Hoping to help the fleeing Iraqis without encouraging their flight, the U.N. agency arranged "temporary protection status" that prevented the Iraqis from being deported but did not trigger the financial aid and relocation assistance that goes to official refugees. Almost two years ago, the agency set up large tent cities and health clinics for thousands of people. The facilities were mothballed when the mass exodus did not immediately materialize.
"What happened? People have started coming now, and we can do nothing for them. It is a disaster," said Ouali, who is designing a $700,000 program to help the Syrian government assist the Iraqis.
Not far from the Circle of the Iraqis, a traffic roundabout in the teeming Damascus neighborhood of Sitti Zeinab, a boy called out in the twilight the other day for passengers to fill the evening bus to Baghdad.
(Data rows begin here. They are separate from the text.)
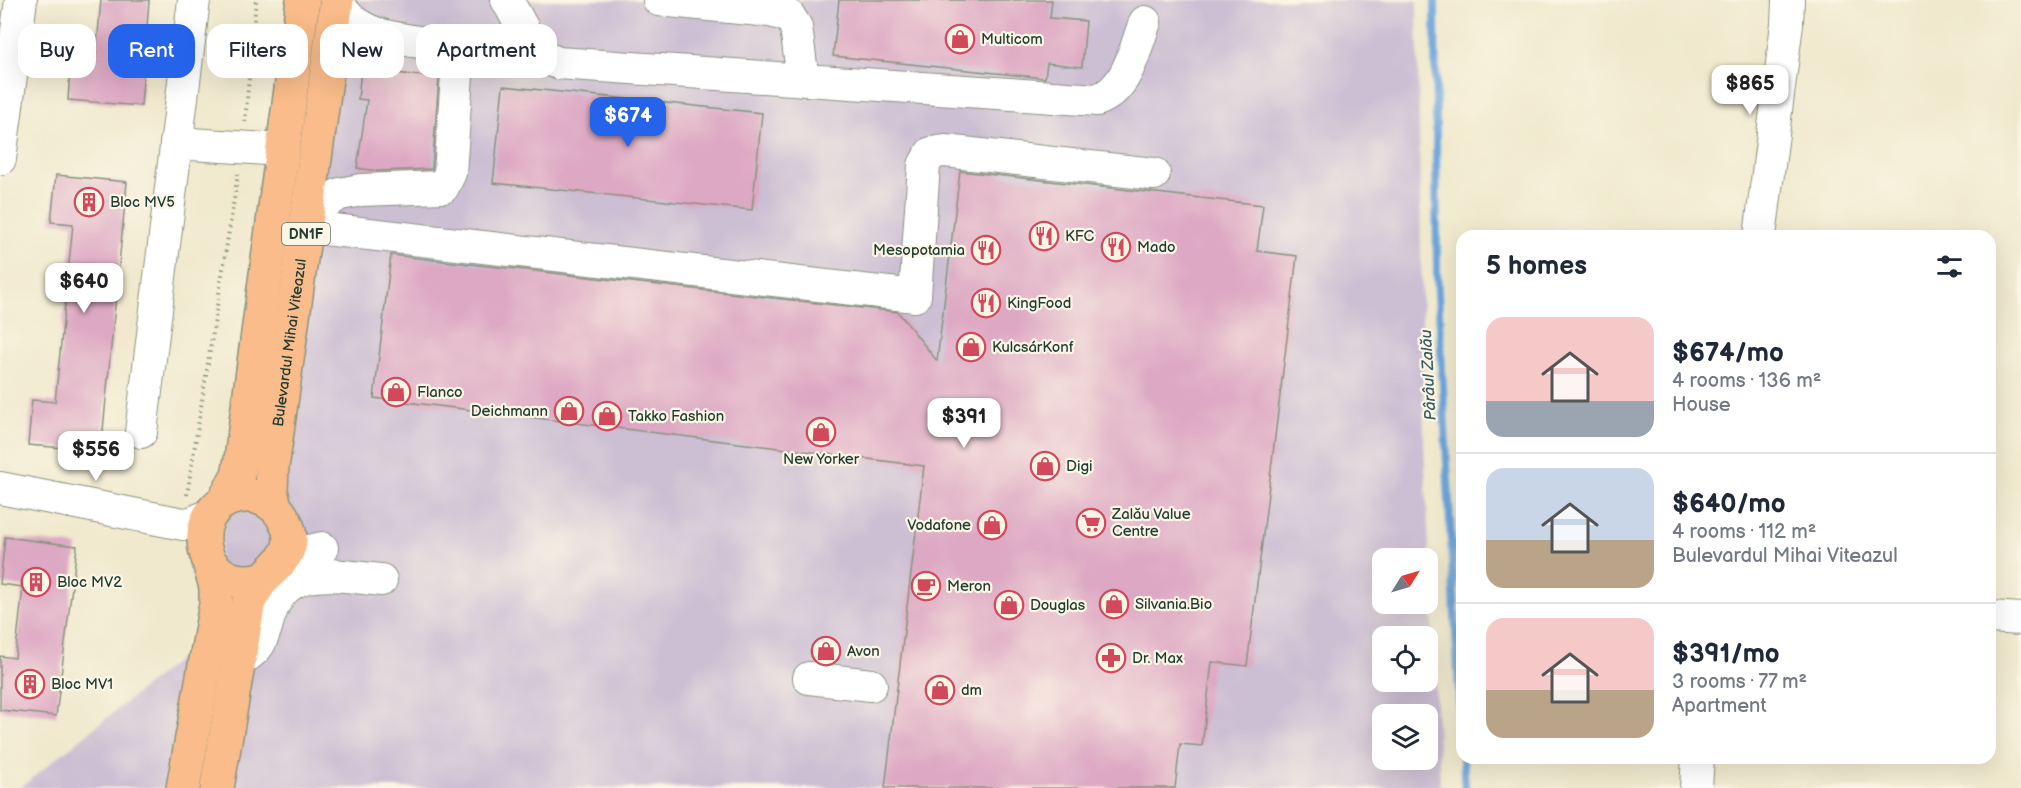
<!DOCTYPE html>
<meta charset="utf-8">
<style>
:root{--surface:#fff;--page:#f6f6f7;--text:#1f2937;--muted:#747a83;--line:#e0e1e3;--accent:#2563eb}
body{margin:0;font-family:"Balsamiq Sans",sans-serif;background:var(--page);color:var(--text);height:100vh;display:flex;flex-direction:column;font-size:22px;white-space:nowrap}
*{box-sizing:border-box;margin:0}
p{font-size:20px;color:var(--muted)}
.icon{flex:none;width:33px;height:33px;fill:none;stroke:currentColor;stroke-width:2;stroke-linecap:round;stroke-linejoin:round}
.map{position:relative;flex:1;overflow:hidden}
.sheet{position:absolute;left:1456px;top:230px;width:540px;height:534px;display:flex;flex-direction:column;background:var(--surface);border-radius:18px;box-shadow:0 6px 24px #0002}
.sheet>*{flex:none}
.top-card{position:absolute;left:18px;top:24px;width:570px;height:54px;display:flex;gap:12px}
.needle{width:39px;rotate:53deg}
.fabs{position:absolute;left:1372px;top:548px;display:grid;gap:12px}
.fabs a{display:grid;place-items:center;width:66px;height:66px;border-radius:12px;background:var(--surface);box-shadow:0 6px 24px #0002;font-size:30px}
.price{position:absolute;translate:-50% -51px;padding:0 14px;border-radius:12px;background:#fff;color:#222;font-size:20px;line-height:39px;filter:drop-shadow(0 2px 3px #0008)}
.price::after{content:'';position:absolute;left:50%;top:36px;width:18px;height:14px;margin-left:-9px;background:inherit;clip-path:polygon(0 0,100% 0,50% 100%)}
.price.current{background:var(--accent);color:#fff}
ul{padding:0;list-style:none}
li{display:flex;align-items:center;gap:18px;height:150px;padding:0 30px}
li+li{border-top:2px solid var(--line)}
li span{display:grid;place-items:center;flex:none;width:168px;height:120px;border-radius:18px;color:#555}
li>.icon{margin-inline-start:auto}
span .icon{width:72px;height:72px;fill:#fffc;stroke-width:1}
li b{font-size:26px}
h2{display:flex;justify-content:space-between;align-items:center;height:72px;padding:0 30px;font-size:26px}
.chip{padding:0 21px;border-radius:18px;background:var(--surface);box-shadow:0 6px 24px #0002;font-size:21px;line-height:54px}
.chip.current{background:var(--accent);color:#fff}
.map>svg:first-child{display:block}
.industrial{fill:#ccbed3;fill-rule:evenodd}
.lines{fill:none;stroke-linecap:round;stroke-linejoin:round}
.stream{stroke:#6ca5db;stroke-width:8}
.building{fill:#dda8c3}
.minor-casing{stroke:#889380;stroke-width:34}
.major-casing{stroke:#889380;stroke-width:36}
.path{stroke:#889380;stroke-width:4;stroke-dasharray:1.5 4.5;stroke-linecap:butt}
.minor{stroke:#fff;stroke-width:32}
.major{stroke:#f9bc8a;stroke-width:33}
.labels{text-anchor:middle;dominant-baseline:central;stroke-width:4.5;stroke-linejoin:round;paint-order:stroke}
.shield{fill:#fcf5e5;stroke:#617469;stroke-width:1.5}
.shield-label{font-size:14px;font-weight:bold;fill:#1f3d34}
.poi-label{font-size:15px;fill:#1f3d34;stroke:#fcf5e5;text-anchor:start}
.street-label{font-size:15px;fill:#1f3d34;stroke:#fcf5e5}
.water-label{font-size:16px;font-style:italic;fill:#365c66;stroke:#fcf5e5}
</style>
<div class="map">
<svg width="2021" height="788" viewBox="0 0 2021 788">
<rect width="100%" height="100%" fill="#fcf5e5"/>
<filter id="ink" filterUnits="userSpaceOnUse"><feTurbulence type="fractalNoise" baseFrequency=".0167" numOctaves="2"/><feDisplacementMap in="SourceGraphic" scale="12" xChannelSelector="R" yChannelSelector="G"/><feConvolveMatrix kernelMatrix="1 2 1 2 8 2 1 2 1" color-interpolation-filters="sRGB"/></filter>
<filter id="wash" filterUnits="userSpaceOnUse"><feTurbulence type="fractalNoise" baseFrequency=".008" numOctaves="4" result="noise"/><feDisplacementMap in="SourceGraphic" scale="24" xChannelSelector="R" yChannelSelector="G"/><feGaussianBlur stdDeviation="1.35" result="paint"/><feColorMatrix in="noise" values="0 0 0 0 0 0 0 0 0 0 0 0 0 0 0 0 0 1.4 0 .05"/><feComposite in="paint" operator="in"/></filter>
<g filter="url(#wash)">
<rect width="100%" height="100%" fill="#f0e9cd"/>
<!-- industrial -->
<path class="industrial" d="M295,0H1417L1424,442L1440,788H20L209,635ZM1383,558H1428V603H1383ZM1383,636H1428V681H1383ZM1383,714H1428V759H1383Z"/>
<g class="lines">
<!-- stream -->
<path class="stream" d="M1435,0L1437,273L1462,747
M1463,758L1465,788"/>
</g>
<g id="blocks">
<!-- building -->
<path class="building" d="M101,0H149L141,106L68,100L71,54L96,56Z
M839,0H1052L1050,18L1086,21L1082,67L1047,63L1045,78L833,56Z
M361,69L439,78L432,169L378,171L357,168L367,100L358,99Z
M503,86L762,113L752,210L493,183Z
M960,171L1263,205L1257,251L1297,256L1247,666L1212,662L1202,746L1180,744L1175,788H885L924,466L374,398L391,255L898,312L937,361Z
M56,175L127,182L101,451L28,445L32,400L55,402L73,224L51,222Z
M5,537L77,546L56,716L0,710V656L15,658L23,587L0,584Z"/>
</g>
</g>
<g filter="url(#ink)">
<use href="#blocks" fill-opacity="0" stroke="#889380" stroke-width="1.5"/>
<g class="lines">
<!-- minor casing -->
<g class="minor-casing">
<path id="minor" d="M507,0L537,54L558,63L1097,100C1128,89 1134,51 1145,22
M659,0L770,11L789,16L796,27L803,80
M176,143L281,150
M0,159L21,0
M309,211L340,194L361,190L443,187L450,173L458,61L455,51C424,38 383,43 356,23C348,18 342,9 336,2
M307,227L915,296L924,165L931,153L945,151L1154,174
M1760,236L1787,24L1788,0
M141,432L194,0
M0,488L183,524L191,523L210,515
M281,565L300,553L322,548
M1990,617L2021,619
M239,661C261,648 262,641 269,617C286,561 335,576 381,580
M809,678L871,685
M1696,788L1698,758"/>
</g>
<!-- major casing -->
<g class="major-casing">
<g id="major">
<path d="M223,502L238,475L241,459L303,0"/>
<path id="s1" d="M275,507L271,491L272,468L337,0"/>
<path d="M183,788L216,604V587L209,562"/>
<path d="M217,788L249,601C254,594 258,584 264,578C283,560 301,545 282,516C275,504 261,496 248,496C182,495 192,600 265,578"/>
</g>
</g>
<!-- path -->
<path class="path" d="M245,122L256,0
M187,495L238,174"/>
<!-- minor -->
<use href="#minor" class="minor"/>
<!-- major -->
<use href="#major" class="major"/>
</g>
</g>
<!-- icons -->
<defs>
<g id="shop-ring" transform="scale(1.5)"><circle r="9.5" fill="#fcf5e5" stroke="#d1495b" stroke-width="1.5"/><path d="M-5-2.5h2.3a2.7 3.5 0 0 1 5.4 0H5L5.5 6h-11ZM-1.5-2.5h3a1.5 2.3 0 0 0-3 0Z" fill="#d1495b"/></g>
<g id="building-ring" transform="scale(1.5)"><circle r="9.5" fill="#fcf5e5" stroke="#d1495b" stroke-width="1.5"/><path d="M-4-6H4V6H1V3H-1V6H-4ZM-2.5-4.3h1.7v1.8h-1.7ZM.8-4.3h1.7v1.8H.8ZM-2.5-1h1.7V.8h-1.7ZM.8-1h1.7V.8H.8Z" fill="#d1495b"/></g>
<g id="restaurant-ring" transform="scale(1.5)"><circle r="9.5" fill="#fcf5e5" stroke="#d1495b" stroke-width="1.5"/><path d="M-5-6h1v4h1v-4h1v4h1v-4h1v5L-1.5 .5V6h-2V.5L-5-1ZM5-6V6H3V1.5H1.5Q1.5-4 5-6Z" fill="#d1495b"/></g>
<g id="supermarket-ring" transform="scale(1.5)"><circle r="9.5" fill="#fcf5e5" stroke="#d1495b" stroke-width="1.5"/><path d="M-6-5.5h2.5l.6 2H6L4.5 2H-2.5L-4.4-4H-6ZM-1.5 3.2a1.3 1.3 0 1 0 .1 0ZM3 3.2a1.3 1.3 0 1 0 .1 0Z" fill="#d1495b"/></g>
<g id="cafe-ring" transform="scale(1.5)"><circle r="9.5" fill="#fcf5e5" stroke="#d1495b" stroke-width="1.5"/><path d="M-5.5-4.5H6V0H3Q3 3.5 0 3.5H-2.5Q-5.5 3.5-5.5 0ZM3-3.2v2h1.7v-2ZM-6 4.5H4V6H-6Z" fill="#d1495b"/></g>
<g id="pharmacy-ring" transform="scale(1.5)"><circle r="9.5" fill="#fcf5e5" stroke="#d1495b" stroke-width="1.5"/><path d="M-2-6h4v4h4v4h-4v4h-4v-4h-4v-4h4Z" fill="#d1495b"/></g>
</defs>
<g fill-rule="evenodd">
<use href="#shop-ring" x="960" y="39"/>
<use href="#building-ring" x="89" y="202"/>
<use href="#restaurant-ring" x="1044" y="236"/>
<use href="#restaurant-ring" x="1116" y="247"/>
<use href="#restaurant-ring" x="986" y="250"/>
<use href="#restaurant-ring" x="986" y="303"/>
<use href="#shop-ring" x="971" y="347"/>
<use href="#shop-ring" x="396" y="392"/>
<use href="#shop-ring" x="569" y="411"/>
<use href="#shop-ring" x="607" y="416"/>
<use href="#shop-ring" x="821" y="432"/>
<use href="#shop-ring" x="1045" y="466"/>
<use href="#supermarket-ring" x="1091" y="523"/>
<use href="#shop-ring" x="992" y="525"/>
<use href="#building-ring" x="36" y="582"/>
<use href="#cafe-ring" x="926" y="586"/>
<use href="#shop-ring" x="1114" y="604"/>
<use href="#shop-ring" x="1009" y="605"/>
<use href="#shop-ring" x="826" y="651"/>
<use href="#pharmacy-ring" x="1111" y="658"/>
<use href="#building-ring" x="30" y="684"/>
<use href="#shop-ring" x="940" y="690"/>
</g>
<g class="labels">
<!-- shield labels -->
<rect class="shield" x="282" y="223" width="48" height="22" rx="4.5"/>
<g class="shield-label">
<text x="306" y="234">DN1F</text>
</g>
<!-- poi labels -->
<g class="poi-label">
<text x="981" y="39">Multicom</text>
<text x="110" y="202">Bloc MV5</text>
<text x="1065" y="236">KFC</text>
<text x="1137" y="247">Mado</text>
<text x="965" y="250" text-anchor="end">Mesopotamia</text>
<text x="1007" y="303">KingFood</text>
<text x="992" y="347">KulcsárKonf</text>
<text x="417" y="392">Flanco</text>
<text x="548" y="411" text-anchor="end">Deichmann</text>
<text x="628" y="416">Takko Fashion</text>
<text x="821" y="459" text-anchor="middle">New Yorker</text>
<text x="1066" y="466">Digi</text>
<text x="1112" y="514">Zalău Value<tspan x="1112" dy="17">Centre</tspan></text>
<text x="971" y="525" text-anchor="end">Vodafone</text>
<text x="57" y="582">Bloc MV2</text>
<text x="947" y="586">Meron</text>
<text x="1135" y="604">Silvania.Bio</text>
<text x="1030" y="605">Douglas</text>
<text x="847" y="651">Avon</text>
<text x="1132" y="658">Dr. Max</text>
<text x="51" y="684">Bloc MV1</text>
<text x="961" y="690">dm</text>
</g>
<!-- street labels -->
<g class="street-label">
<text stroke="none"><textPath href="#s1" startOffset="166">Bulevardul Mihai Viteazul</textPath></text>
</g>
<!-- water labels -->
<g class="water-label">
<text transform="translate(1429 375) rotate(-93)">Pârâul Zalău</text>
</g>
</g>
</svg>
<div class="fabs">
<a><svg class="needle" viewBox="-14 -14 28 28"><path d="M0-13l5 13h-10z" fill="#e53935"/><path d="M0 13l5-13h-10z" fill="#747a83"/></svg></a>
<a><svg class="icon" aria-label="locate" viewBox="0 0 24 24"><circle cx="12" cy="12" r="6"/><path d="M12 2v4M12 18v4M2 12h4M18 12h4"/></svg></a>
<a><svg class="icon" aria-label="layers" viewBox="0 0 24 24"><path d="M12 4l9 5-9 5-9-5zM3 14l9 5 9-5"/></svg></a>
</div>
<b class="price" style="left:1750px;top:116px">$865</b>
<b class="price current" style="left:628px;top:148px">$674</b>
<b class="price" style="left:84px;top:314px">$640</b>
<b class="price" style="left:964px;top:449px">$391</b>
<b class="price" style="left:96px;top:482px">$556</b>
<div class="top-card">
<a class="chip">Buy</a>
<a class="chip current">Rent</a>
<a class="chip">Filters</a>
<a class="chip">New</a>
<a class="chip">Apartment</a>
</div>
<section class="sheet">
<h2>5 homes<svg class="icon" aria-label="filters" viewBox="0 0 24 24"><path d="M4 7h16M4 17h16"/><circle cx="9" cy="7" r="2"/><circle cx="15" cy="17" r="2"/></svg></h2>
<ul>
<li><span style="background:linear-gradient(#f6c9c9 70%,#9aa5b1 0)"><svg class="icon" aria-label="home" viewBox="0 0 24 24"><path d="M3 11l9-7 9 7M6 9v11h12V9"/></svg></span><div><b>$674/mo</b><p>4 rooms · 136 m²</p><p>House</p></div></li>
<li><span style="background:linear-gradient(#c9d6e8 60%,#b9a48a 0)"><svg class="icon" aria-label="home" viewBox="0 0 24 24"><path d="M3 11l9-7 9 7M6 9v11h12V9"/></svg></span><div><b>$640/mo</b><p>4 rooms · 112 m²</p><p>Bulevardul Mihai Viteazul</p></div></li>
<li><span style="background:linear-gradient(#f6c9c9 60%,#b9a48a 0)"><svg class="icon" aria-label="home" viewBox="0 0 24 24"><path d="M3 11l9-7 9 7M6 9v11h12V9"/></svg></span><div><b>$391/mo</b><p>3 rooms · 77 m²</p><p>Apartment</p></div></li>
</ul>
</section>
</div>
Tables at the Baghdadi Restaurant, a kebab and shwarma joint, are nearly always full.
"We thank God that under the dictatorship, the conditions for us were harsh, and are even harsher now that the Americans are there," said Abu Jaffar Khazimi, 35, who fled the southern Iraqi city of Najaf with his family in September. "So we have grown used to not needing a lot of luxury."
Khazimi is the representative in Syria of Moqtada Sadr, the rebellious Shiite cleric from Najaf. Like many Iraqi Shiites here, Khazimi fled Najaf and his ruined home soon after Sadr's militia reached a cease-fire agreement with U.S. forces in the fall that ended weeks of fighting.
Since arriving, he has been unable to find places in the public schools for his children. A year ago, a two-room apartment cost $110 a month; now the going rate is twice that. Some of Iraq's rising sectarian tensions are also being felt here. While some loyalists of Saddam Hussein's Sunni-dominated Baath Party have been targeting Shiite clerics and political leaders in Iraq, others have found refuge in Damascus, Khazimi said.
"They avoid many Iraqi gatherings," Khazimi said. "We know them. And we would fight them."